No matter what camp you fall into, I think it just feels good to know we’re not alone in our valiant commitment to our shared human-ness. Spend some time in the warm and enlightening comments section if you need further proof of that.
One commenter asked a question that I wished I had addressed more directly in the piece. He asked (I think in good faith) what would be the point of creative careers in the event that everyone loses their laptop jobs? If everyone’s cutting back to survive, who’s going to be paying for the products of our creative labor?
Good question. If everything really goes to shit, I can’t think of anyone I’d rather be around than the scrappy and frugal people I call creative collaborators. Because we’re going to need people who are practiced at ground-level networking, at using their hands, at organizing and figuring out creative solutions to problems without a performance review and quarterly budget to back and motivate them. We’re going to need villages — physical networks of in-person support that are well-established and can function outside of the market. Look at the creative and effective resistance to ICE in Minneapolis — which Adam Serwer dubbed “neighborism” — for a recent example of what’s possible when that’s firmly in place.
Many artists, creatives, caregivers, and ordinary folks who live outside of the framework of full-time employment are already doing all of those things right now, today. Those skills will directly translate to whatever comes next. I’m arguing that more of us should join them before we’re forced to.
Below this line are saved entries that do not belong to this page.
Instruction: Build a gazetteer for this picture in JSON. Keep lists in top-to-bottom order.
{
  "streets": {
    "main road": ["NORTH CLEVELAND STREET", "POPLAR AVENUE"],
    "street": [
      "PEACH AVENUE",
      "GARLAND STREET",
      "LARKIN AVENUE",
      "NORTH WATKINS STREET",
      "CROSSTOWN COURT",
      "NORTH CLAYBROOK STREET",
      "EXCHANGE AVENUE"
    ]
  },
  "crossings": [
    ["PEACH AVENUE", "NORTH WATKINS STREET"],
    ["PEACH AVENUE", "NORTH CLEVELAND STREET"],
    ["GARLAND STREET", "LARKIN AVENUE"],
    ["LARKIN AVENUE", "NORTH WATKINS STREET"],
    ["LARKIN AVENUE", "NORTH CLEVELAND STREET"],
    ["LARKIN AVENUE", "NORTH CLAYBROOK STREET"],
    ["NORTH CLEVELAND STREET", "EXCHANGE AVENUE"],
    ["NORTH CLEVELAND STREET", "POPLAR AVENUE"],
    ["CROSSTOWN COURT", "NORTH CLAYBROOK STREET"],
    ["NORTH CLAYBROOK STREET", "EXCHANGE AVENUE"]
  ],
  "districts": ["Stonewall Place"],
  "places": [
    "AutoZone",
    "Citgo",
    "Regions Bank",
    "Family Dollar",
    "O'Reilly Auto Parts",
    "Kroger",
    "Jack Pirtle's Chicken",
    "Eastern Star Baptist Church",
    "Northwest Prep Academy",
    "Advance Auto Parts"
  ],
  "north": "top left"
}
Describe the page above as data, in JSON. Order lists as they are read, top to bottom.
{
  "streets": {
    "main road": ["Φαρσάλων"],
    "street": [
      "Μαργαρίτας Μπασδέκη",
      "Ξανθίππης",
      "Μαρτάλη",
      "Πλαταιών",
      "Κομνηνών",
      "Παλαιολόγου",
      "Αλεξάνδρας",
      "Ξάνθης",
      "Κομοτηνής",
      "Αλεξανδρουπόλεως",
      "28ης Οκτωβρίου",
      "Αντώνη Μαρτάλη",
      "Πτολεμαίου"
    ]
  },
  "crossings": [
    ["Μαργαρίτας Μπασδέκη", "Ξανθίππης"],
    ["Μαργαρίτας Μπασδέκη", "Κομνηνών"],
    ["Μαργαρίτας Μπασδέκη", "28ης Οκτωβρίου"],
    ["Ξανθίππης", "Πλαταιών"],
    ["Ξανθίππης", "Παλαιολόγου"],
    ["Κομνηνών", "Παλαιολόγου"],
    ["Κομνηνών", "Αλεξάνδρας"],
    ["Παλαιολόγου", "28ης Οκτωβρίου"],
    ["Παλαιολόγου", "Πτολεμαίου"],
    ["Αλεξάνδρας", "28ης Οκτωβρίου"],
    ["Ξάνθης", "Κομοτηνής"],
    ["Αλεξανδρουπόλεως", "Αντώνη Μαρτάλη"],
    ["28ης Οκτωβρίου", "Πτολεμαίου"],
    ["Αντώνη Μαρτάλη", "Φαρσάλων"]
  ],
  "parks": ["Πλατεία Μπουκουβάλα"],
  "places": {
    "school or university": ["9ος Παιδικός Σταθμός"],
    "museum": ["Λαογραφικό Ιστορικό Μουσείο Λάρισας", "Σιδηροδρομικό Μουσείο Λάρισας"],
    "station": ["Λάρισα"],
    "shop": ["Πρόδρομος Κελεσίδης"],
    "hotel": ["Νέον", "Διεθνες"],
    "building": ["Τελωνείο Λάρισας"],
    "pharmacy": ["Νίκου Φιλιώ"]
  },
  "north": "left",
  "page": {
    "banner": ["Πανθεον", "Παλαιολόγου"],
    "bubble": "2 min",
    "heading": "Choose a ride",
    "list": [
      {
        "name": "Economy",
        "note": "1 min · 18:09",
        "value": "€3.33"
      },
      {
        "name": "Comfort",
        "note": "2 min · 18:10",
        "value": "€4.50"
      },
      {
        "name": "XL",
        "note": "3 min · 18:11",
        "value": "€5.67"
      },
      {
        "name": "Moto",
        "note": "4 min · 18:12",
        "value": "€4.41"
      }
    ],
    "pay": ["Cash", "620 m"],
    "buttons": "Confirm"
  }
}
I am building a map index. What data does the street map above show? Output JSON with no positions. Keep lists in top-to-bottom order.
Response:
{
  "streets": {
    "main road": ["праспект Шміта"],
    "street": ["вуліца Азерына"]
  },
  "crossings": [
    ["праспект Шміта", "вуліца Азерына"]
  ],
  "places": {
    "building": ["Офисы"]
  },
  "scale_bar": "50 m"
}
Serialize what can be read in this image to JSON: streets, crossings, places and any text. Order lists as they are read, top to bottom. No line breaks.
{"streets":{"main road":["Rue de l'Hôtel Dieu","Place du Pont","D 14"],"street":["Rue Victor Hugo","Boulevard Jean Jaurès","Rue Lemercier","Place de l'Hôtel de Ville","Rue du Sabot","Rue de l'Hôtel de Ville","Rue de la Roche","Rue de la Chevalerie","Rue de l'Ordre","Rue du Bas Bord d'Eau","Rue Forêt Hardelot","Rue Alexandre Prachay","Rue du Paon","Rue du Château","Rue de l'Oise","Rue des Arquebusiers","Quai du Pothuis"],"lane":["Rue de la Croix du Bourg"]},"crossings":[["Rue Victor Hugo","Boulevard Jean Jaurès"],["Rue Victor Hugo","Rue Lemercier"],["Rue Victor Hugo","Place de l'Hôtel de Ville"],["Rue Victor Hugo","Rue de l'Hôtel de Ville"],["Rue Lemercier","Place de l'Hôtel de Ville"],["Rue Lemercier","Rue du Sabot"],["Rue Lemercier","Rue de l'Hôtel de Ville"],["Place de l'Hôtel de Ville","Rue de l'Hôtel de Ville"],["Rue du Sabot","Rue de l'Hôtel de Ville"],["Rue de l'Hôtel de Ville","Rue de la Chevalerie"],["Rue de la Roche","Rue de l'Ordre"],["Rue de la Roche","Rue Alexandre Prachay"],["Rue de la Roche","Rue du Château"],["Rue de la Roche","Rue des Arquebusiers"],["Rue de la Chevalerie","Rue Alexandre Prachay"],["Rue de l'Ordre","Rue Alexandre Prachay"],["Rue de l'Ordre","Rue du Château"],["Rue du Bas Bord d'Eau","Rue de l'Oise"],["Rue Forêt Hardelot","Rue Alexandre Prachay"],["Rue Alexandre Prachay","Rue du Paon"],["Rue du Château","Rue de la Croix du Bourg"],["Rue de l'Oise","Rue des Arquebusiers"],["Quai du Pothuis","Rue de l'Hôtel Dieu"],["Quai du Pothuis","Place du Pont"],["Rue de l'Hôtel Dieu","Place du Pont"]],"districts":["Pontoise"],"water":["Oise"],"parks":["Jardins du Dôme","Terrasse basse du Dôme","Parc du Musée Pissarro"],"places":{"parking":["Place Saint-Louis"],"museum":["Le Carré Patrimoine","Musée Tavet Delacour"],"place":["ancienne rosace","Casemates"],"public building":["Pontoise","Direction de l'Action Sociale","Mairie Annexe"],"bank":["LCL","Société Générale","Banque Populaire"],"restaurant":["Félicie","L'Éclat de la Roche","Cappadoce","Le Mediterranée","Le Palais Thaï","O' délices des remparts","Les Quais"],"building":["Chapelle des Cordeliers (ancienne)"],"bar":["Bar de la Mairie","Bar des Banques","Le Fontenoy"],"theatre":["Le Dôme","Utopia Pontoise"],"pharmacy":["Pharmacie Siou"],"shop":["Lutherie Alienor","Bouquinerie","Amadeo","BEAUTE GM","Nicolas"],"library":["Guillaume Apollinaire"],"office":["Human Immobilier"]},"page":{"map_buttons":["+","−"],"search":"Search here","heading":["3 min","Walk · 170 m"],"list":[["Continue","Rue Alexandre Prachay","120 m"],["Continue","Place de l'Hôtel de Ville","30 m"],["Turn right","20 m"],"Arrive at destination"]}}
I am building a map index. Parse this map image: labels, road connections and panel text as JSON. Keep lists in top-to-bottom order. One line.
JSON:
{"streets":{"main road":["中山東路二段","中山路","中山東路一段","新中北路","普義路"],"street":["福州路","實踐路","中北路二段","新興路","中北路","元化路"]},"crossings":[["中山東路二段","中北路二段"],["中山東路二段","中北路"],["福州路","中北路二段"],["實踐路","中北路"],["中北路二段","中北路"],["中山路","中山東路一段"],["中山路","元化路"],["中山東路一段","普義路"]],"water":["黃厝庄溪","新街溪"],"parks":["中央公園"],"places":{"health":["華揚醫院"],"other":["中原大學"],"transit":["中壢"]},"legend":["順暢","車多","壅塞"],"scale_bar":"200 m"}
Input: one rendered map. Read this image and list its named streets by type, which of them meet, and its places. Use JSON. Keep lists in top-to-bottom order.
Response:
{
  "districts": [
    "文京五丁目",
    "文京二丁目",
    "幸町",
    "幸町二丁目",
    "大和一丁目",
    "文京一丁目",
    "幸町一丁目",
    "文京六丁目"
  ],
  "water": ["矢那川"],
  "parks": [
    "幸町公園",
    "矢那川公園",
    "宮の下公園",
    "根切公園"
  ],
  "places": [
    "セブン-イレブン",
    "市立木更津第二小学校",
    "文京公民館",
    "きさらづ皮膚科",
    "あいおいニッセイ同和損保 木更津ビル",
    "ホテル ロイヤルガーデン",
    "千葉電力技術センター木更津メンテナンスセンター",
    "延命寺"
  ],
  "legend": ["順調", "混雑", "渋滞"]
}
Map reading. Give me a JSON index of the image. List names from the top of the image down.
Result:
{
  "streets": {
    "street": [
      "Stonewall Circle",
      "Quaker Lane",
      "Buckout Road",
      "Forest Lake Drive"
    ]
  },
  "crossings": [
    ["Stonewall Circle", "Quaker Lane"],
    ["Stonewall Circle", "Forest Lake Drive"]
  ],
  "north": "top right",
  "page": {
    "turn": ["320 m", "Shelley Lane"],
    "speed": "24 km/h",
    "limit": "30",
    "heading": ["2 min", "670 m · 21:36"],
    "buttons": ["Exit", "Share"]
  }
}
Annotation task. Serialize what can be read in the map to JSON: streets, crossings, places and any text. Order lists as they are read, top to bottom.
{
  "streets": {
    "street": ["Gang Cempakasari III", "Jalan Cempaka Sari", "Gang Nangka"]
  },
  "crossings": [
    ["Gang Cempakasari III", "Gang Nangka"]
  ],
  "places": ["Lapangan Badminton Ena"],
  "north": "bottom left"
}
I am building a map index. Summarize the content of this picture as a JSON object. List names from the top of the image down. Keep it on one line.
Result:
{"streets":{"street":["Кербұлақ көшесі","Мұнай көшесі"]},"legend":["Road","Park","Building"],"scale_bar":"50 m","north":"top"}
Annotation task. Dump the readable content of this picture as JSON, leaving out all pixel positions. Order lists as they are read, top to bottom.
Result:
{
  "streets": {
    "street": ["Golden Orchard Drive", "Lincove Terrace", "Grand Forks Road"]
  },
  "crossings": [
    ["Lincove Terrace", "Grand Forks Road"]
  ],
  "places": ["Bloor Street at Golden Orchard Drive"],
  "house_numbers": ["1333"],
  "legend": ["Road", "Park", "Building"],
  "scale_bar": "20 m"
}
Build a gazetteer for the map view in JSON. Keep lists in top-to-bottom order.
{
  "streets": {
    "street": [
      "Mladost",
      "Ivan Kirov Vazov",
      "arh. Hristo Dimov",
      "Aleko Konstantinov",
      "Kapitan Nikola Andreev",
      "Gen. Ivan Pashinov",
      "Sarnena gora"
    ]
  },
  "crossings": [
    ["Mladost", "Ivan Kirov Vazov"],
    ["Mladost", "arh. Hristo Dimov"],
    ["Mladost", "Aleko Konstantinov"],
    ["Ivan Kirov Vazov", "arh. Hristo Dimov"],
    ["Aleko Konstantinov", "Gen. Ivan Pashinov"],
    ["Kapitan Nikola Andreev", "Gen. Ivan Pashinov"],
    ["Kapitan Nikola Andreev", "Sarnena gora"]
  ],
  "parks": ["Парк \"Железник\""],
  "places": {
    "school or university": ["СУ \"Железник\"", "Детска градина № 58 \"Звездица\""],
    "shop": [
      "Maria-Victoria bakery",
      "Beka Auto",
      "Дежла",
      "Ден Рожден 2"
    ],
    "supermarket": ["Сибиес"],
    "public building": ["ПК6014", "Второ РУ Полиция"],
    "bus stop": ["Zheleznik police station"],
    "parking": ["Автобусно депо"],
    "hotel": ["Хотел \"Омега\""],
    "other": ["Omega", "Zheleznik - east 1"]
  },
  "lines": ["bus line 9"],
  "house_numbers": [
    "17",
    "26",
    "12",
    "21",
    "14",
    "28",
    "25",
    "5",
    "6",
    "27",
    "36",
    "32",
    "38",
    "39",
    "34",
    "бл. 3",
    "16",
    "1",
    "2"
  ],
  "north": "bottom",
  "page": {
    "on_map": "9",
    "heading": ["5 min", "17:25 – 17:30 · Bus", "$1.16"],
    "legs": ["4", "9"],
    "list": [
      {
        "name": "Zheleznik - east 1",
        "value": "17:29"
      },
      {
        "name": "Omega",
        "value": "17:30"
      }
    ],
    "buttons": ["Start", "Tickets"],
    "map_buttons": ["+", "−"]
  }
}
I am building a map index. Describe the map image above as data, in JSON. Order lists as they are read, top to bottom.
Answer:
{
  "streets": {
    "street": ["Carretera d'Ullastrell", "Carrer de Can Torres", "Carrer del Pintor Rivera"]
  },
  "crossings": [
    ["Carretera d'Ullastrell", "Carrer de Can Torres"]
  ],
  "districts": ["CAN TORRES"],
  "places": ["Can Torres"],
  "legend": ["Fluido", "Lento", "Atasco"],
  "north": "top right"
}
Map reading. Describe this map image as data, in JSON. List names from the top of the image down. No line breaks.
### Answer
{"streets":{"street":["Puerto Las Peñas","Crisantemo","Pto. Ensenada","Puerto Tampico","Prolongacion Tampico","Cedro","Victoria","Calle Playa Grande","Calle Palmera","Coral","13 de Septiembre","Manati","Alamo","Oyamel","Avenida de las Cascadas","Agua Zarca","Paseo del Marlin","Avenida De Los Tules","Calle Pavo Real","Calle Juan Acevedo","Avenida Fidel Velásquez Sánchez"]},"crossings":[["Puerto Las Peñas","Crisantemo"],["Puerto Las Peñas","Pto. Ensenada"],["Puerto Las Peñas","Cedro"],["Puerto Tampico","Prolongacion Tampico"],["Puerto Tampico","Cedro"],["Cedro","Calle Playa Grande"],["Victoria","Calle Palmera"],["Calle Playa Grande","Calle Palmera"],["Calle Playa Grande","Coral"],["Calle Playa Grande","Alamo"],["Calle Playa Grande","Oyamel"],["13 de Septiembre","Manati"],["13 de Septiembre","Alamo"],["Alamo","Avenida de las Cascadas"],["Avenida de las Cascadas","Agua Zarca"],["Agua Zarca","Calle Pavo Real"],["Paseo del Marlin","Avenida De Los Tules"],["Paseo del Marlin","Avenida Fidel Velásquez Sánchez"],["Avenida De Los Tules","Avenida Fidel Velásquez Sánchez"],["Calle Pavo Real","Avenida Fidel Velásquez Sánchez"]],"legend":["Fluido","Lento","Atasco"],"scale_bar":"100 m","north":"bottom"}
And on top of all that, to quote Bertolt Brecht: “In the dark times, will there also be singing? Yes, there will also be singing. About the dark times.”
Want to write a non-fiction book proposal?
I’m going to be sharing more about my book-writing process in the coming months, about which I have lots to say! The first part of attempting to get a book deal is writing a non-fiction proposal. When I was writing mine (the second time), I reconnected with a former reporter colleague Hanna Kozlowska, who had just sold her debut non-fiction proposal and was documenting the process on her Substack, The Book Project. (Two of her posts in particular, this one and this one, really unlocked my process when I was stuck.)
Since then, we’ve been in a never-ending Whatsapp exchange of commiseration, encouragement, and the occasional primal scream via voice-note. Now that we’ve both turned in our manuscripts, we decided to take this conversation online in the form of a Substack Live. We’ll be talking about what we learned writing our book proposals, what worked, what didn’t, what was way harder than expected, and what motivated us to finally get it done.
It’s going to take place next week on Wednesday May 6 at 7:30pm UK time (that’s 11:30am PST and 2:30pm EST). If you have specific questions — about agents, formats, the process, how long it took etc. — we’d love to hear them in advance. Please comment below or hit respond to this email. I will send out a link to a recording of our conversation in a future newsletter edition.
Want to work with me?
With some headspace opening up on the horizon, I’m re-launching my consulting practice. This work has evolved organically in the last few years since I quit journalism, and now falls into two distinct categories:
Creative consulting calls for individuals
These calls are available to members of this audience. They are one-time, 90 minute sessions where we can talk about whatever you need help with. Past clients have discussed growing or starting their Substack, getting un-stuck in their creative practice, developing book ideas, getting feedback on a piece of writing, pitching advice, and developing a semi-cohesive personal brand online.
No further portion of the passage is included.